Florence Hervé : Clara Zetkin était une des grandes socialistes féministes allemandes. Elle venait d'une famille très attachée aux idéaux de la Révolution française. Elle avait même un côté français puisque son grand-père était officier de l'armée d'occupation napoléonienne. Son père était instituteur, sa mère femme au foyer. Elle s'était engagée dans le mouvement féminstre dit "bourgeois" en Allemagne, par opposition au mouvement féministe dit "prolétaire". Et ce qui était très important chez Clara Zetkin, c'est qu'elle venait de la région de Leipzig, où il y avait de grandes grèves des travailleuses du textile. Elle était donc confrontée aux injustices, à la misère de ces travailleuses du textile.
L'idée de ce 8 mars est donc de rendre hommage aux travailleuses ?

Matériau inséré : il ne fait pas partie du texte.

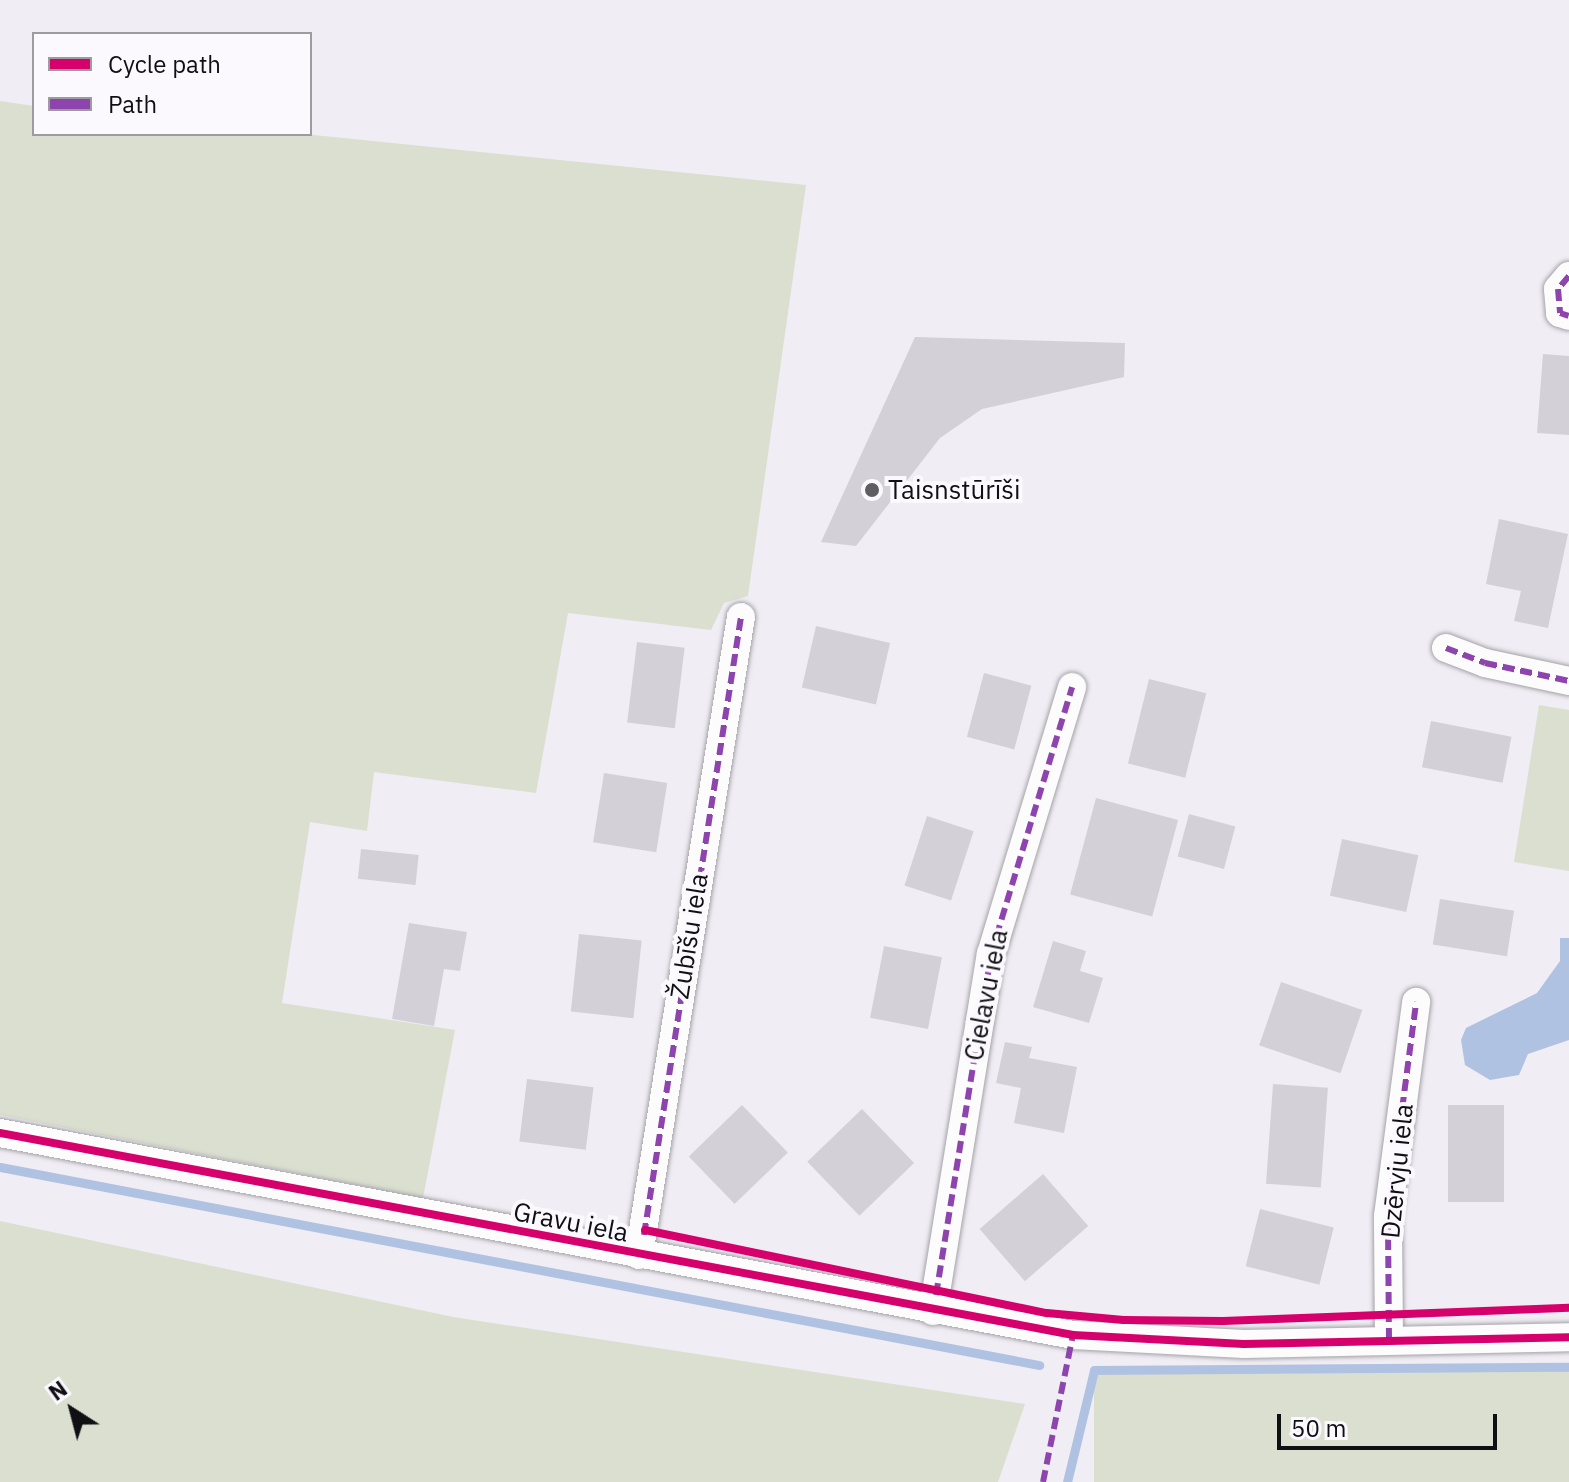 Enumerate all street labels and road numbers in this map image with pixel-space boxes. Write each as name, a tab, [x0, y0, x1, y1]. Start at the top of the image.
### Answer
street label: Žubīšu iela	[664, 871, 714, 1001]
street label: Cielavu iela	[958, 927, 1014, 1063]
street label: Dzērvju iela	[1374, 1102, 1420, 1240]
street label: Gravu iela	[511, 1196, 631, 1248]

Exactement. Ce qui joue un rôle aussi, c'est ce sentiment d'injustice sociale qu'elle ressentait très fortement et le fait qu'elle avait accès aux cercles socialistes via une amie russe. C'est là que Clara Zetkin a rencontré son futur compagnon, russe, Ossip Zetkin. Il a été chassé d'Allemagne parce qu'il était socialiste : ils ont été interdits en Allemagne de 1878 à 1890. Il y a eu toute cette évolution qui l'a poussée à s'engager dans le mouvement féministe. C'est en France qu'elle a été très sensibilisée par le mouvement socialiste, qu'elle a commencé à s'intéresser aux mouvements féministes. En 1889, elle fait son premier grand discours sur les femmes travailleuses où elle parle des conditions de l'émancipation féminine. C'est là qu'a commencé son engagement. Clara Zetkin ne prêchait pas, elle agissait.

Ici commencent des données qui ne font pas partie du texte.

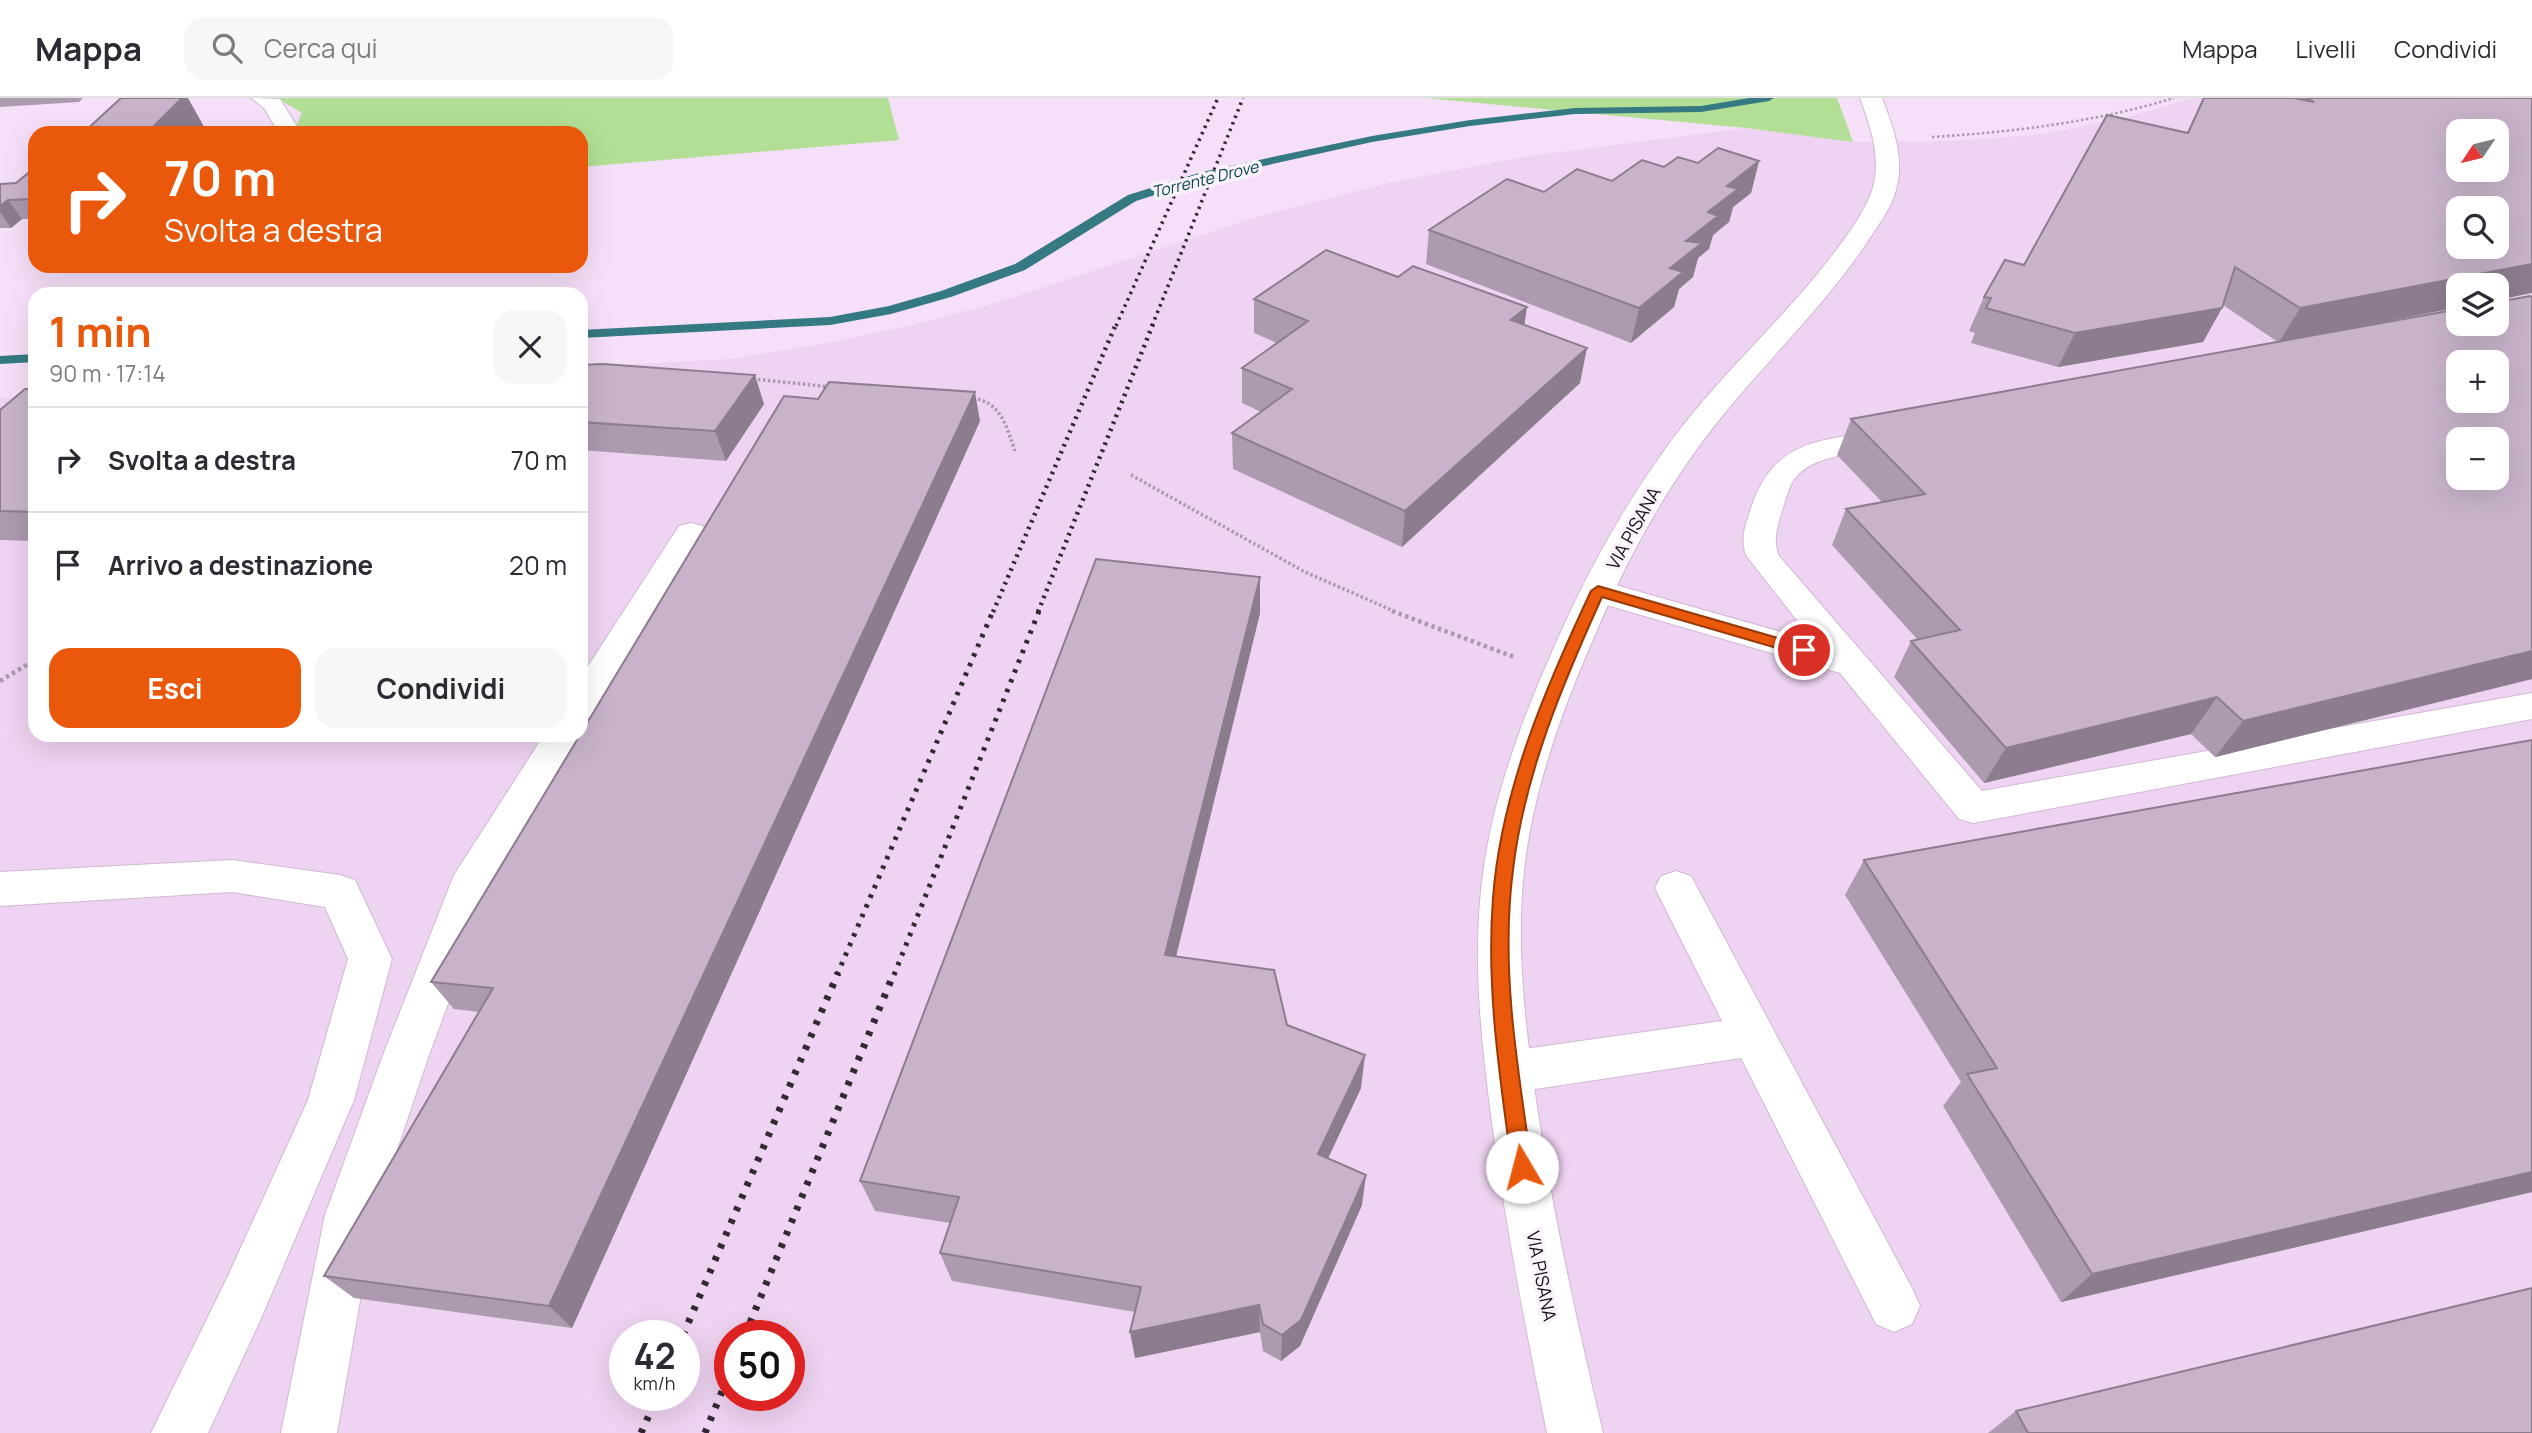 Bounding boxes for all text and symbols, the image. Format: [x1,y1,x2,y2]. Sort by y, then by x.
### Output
search box [184,17,674,80]
text: Mappa [35,26,142,71]
icon: search [208,29,246,67]
text: Cerca qui [264,30,378,66]
text: Mappa [2182,32,2258,65]
text: Livelli [2296,32,2356,65]
text: Condividi [2394,32,2497,65]
north arrow [2446,119,2510,182]
map controls [2446,119,2509,490]
text: 70 m [164,144,276,211]
icon: right [49,154,140,245]
water label: Torrente Drove [1149,155,1262,203]
button: search [2446,196,2509,259]
text: Svolta a destra [164,208,383,252]
button: layers [2446,273,2509,336]
text: 1 min [49,302,152,360]
button: close [493,310,567,384]
button: + [2446,350,2509,413]
text: 90 m · 17:14 [49,357,166,389]
button: − [2446,427,2509,490]
icon: right [49,441,87,479]
text: Svolta a destra [108,442,296,478]
text: 70 m [511,442,567,478]
street label: VIA PISANA [1600,482,1666,574]
icon: arrive [49,546,87,584]
text: Arrivo a destinazione [108,547,373,583]
text: 20 m [509,547,567,583]
pin [1774,620,1834,680]
icon: arrive [1785,631,1823,669]
button: Esci [49,648,301,728]
button: Condividi [315,648,567,728]
position arrow [1485,1130,1559,1204]
street label: VIA PISANA [1522,1229,1563,1324]
speed limit sign: 50 [714,1320,805,1411]
text: 42 [633,1332,676,1380]
text: km/h [634,1371,675,1395]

Clara Zetkin est morte en 1933 à l'âge de 75 ans : elle a été complètement oubliée en France alors qu'elle était très connue dans les années 1920, comment l'expliquer ?
Après la Seconde Guerre mondiale, elle est passée aux oubliettes. Elle était socialiste, puis communiste à la fin de sa vie. En revanche en RDA, elle était une héroïne mais en RFA, les mouvements socialistes, communistes et féministes étaient interdits.
Que dirait Clara Zetkin en voyant les mobilisations des mouvements féministes aujourd'hui ?
Je crois qu'elle serait très contente. Elle manifesterait certainement et elle ferait peut-être un discours ! En tout cas, tout ce que les femmes ont aujourd'hui dépend de toutes les générations de femmes qui se sont battues pour leurs droits. C'est un peu grâce à Clara Zetkin que nous avons eu le droit de vote, tous les acquis que nous avons eu grâce à ces luttes tenaces, constantes. Mais Clara Zetkin parle aussi toujours du collectif : on n'en serait pas là aujourd'hui si on n'avait pas eu toutes ces arrières-arrières-grand-mères !
Peu de communes ont rendu hommage à Clara Zetkin, en nommant des rues, des parcs à son nom : souhaitez-vous que cela change ?
Absolument, car ce qui ne se voit pas et ne se nomme pas n'existe pas : c'est très important de dire qui était cette femme, pourquoi elle s'est battue, quels étaient ses combats. Et par rapport à nous pourquoi c'est important aujourd'hui de continuer sa lutte.